ECLI:NL:RVS:2016:1099

Betreft Bestemmingsplan SnowWorld Zoetermeer
Datum uitspraak 26-04-2016
Rechtsprekende instantie  Afdeling bestuursrechtspraak van de Raad van State
Proceduresoort Eerste aanleg - meervoudig
Trefwoorden skihellingen, Zoetermeer, natuur, kaderstelling, cumulatieve effecten, m.e.r.-beoordeling
Bronnen vindplaats

Zaaknummer 201508102/1/R4

Conclusies voor de m.e.r. praktijk

  • Als een plan in zowel kolom 3 als kolom 4 van de D-lijst wordt genoemd en het plan niet kaderstellend is voor een volgend besluit uit kolom 4, is sprake van een (vormvrije) m.e.r.-beoordelingsplicht.

  • Voor de beoordeling of een drempelwaarde uit de bijlage bij het Besluit m.e.r. wordt overschreden, moet alleen worden gekeken naar de uitbreiding ten opzichte van de bestaande, legale situatie.

  • In de vormvrije m.e.r.-beoordeling moet worden gekeken naar cumulatieve effecten van de uitbreiding met het bestaande project.

Casus

Op 14 september 2015 heeft de raad van de gemeente Zoetermeer het bestemmingsplan Verlenging derde baan SnowWorld vastgesteld. Het plan voorziet in een verlenging van een bestaande derde skibaan van SnowWorld van 210 meter tot 300 meter. De bouwhoogte wordt in het plan verhoogd van 32 meter boven NAP tot 69 meter boven NAP. Op de gronden waar de uitbreiding is voorzien, rustte eerst de bestemming natuur.

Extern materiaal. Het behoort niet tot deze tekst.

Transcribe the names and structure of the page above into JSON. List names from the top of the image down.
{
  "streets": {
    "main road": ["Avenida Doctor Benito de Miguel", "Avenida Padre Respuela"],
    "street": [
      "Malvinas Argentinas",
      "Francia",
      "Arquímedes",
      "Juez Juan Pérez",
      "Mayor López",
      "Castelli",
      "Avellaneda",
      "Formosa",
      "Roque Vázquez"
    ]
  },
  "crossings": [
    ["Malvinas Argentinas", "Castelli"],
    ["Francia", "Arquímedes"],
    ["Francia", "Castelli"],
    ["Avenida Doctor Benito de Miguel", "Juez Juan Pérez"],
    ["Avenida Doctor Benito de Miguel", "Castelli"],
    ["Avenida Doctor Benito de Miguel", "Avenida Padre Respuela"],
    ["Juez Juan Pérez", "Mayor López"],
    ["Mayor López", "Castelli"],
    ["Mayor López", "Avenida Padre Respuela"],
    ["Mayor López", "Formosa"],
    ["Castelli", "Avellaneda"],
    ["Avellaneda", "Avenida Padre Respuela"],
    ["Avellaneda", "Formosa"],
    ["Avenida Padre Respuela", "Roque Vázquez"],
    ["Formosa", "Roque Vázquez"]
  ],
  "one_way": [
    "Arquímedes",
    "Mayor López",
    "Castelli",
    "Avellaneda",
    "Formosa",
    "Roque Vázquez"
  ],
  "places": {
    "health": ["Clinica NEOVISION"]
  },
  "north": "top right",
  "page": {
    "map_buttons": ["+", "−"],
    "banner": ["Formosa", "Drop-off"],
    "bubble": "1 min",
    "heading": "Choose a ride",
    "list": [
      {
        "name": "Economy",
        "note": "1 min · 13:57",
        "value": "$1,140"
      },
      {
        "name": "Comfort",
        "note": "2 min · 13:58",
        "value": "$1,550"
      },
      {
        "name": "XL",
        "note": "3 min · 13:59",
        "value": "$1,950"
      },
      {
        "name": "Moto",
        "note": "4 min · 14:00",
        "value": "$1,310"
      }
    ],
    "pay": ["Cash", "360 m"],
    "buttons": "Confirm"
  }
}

Op 15 september 2015 heeft het college een omgevingsvergunning verleend voor het verlengen van de derde baan met uitkijktoren, het plaatsen van verschillende soorten containers, het plaatsen van een seizoensgebonden schaatsbaan, het plaatsen van een schietbaan, het uitvoeren van werkzaamheden en het oprichten of veranderen van een inrichting.

Appellanten voeren aan dat ten onrechte geen m.e.r.-beoordeling is gedaan. Zij wijzen in dat verband op categorie D10 van de bijlage bij het Besluit m.e.r. Volgens hen wordt de drempelwaarde bij die categorie van 250.000 bezoekers of meer per jaar overschreden. Zij menen dat de gemeente de m.e.r.-beoordelingsplicht vermijdt door telkens uitbreidingen toe te staan. De gemeenteraad stelt dat de uitbreiding ten opzichte van de bestaande situatie ziet op 86.000 bezoekers en heeft daarom een vormvrije m.e.r.-beoordeling gedaan.

Overwegingen van de bestuursrechter
De Afdeling constateert dat het bestemmingsplan in zowel kolom 3 als kolom 4 vermeld is bij categorie D10. Naar het oordeel van de Afdeling is het plan in dit geval een besluit als bedoeld in kolom 4, omdat de uitbreiding bij recht mogelijk wordt gemaakt en het plan dus niet kaderstellend is voor verdere besluitvorming.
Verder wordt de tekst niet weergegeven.